The first thing people need to understand is that China’s stock market does not represent or correlate to anything other than China’s dysfunction.
Back in August during the first part of the China stock market collapse the satire website TheOnion.com wrote this:
Shoddy Chinese-Made Stock Market Collapses
SHANGHAI—Proving to be just as flimsy and precarious as many observers had previously warned, the Chinese-made Shanghai Composite index completely collapsed Monday, sources confirmed. “Sure, it looked fine from the outside, but anybody who saw it up close knew that it was of such poor quality that it wasn’t built to last,” said Allen Sigman of the London School of Economics, adding that the stock market, which he described as a crude knockoff of Western versions, was practically slapped together overnight and featured countless obvious structural weak points. “They pretty much ignored regulations, and inspections were a joke. The only surprise is that it didn’t fall apart sooner.” Sigman added that he just hopes there weren’t too many people who were hurt in the disaster.
Despite being written as satire it is pretty spot on. The Shanghai stock market really is a shoddy knock-off of Western markets. The Chinese market has a long history of booms and busts for no reason or any reason at all. The market is not well regulated. There is very little reliable financial information for the companies traded on the market. The traders and investors in the market have very little education (most have less than a high school diploma). Add all this up and it’s just a crazy casino game being played by relatively few people in China. Stocks only account for about 9% of household wealth in China.
It’s also important to keep the recent history of the Chinese stock market in mind. Below is a chart of the Shanghai Index over the last decade with the current boom highlighted.
The market rose more than 150% in under a year for no fundamental reason back in 2014. You never heard anything about it in the media a year ago when it was booming.
It’s very strange that now, for some reason, the media and world financial markets are singularly fixated on a relatively small, poorly regulated stock market as if it can tell you some important information about the direction of the world economy. Nothing happened back in 2014 when it boomed and just like so many crashes before nothing will happen this year as it completes its journey back down.

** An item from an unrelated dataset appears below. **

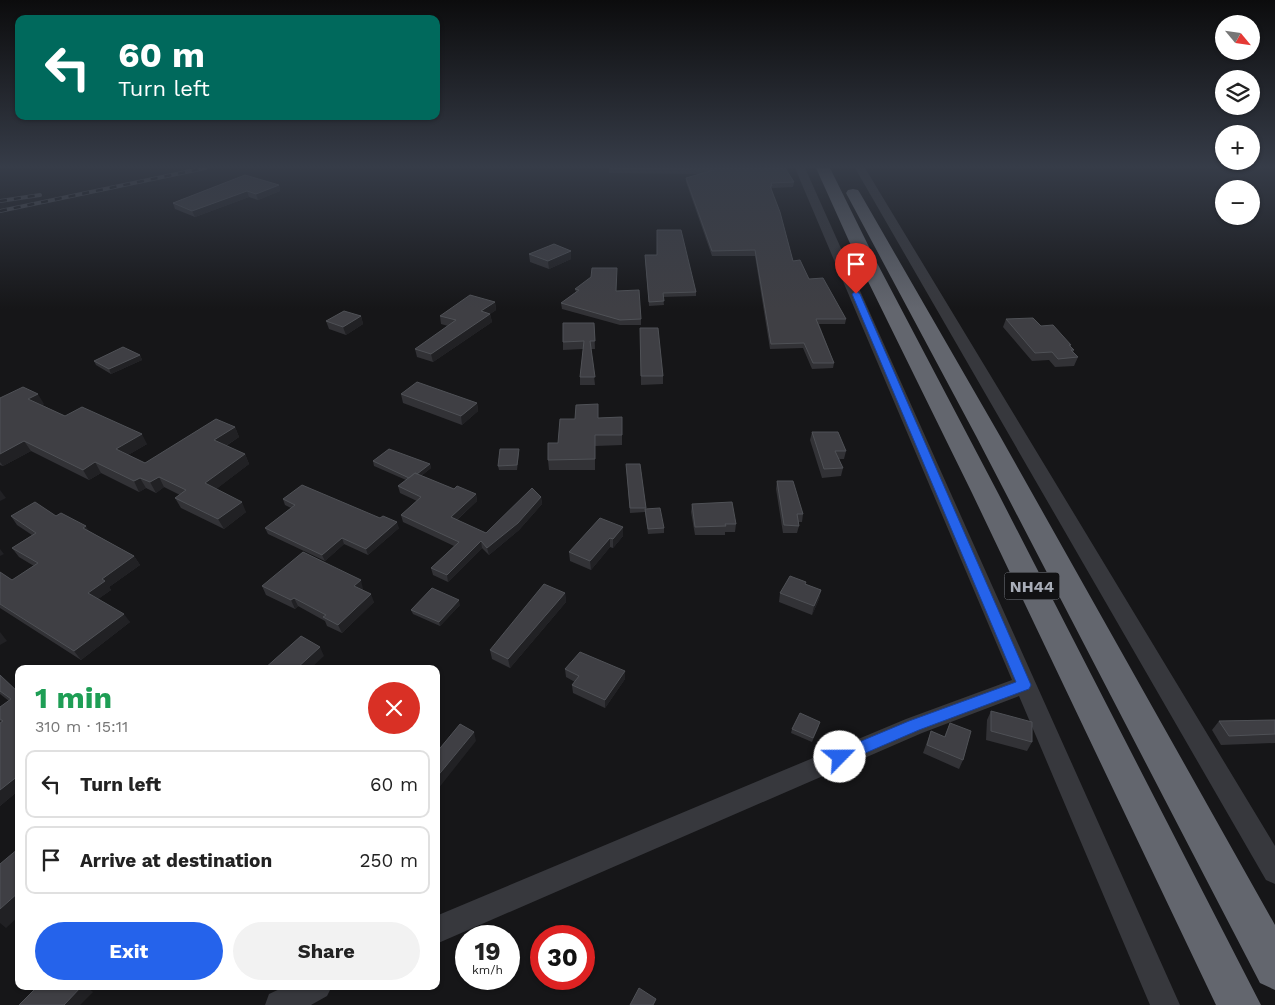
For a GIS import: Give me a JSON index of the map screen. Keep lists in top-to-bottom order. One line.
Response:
{"streets":{"highway":["NH44"]},"north":"bottom right","page":{"map_buttons":["+","−"],"turn":["60 m","Turn left"],"heading":["1 min","310 m · 15:11"],"list":[{"name":"Turn left","value":"60 m"},{"name":"Arrive at destination","value":"250 m"}],"buttons":["Exit","Share"],"speed":"19 km/h","limit":"30"}}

The US Economy Is Still Improving!
The US economy appears to be picking up steam. Low oil prices appear to be helping consumers. Consumers account for about 70% of the economy so anything that helps the consumer is good! A recent Gallup poll showed monthly consumer spending reached its highest level last month.
We are seeing retailers report record sales. Indeed, of the retailers that have reported monthly sales for December all but one (Gap Inc.) beat estimates.
This Friday’s non-farm payroll report soundly beat estimates. Even making a better adjustment for the unseasonably warm weather the report was still well above expectations.
US vehicle sales reached an all time high in 2015 of 17.47M cars and light trucks sold.
The future is looking good too. After years of subtracting jobs from the recovery the US government is set to be a tailwind in 2016. Due to sequestration budget cuts the US government has cost the economy around one million jobs. The recent budget agreement reached late December is set to increase government spending and tax benefits by around $300B for 2016. The graphic below shows how much Goldman Sachs estimates the spending will add to GDP.
Traditional economics usually underweights the effects of government spending so the real results should be higher than Goldman’s estimates.
With consumers finally starting to spend their savings from lower oil prices and a tailwind from government spending 2016 looks to be much improved over 2015.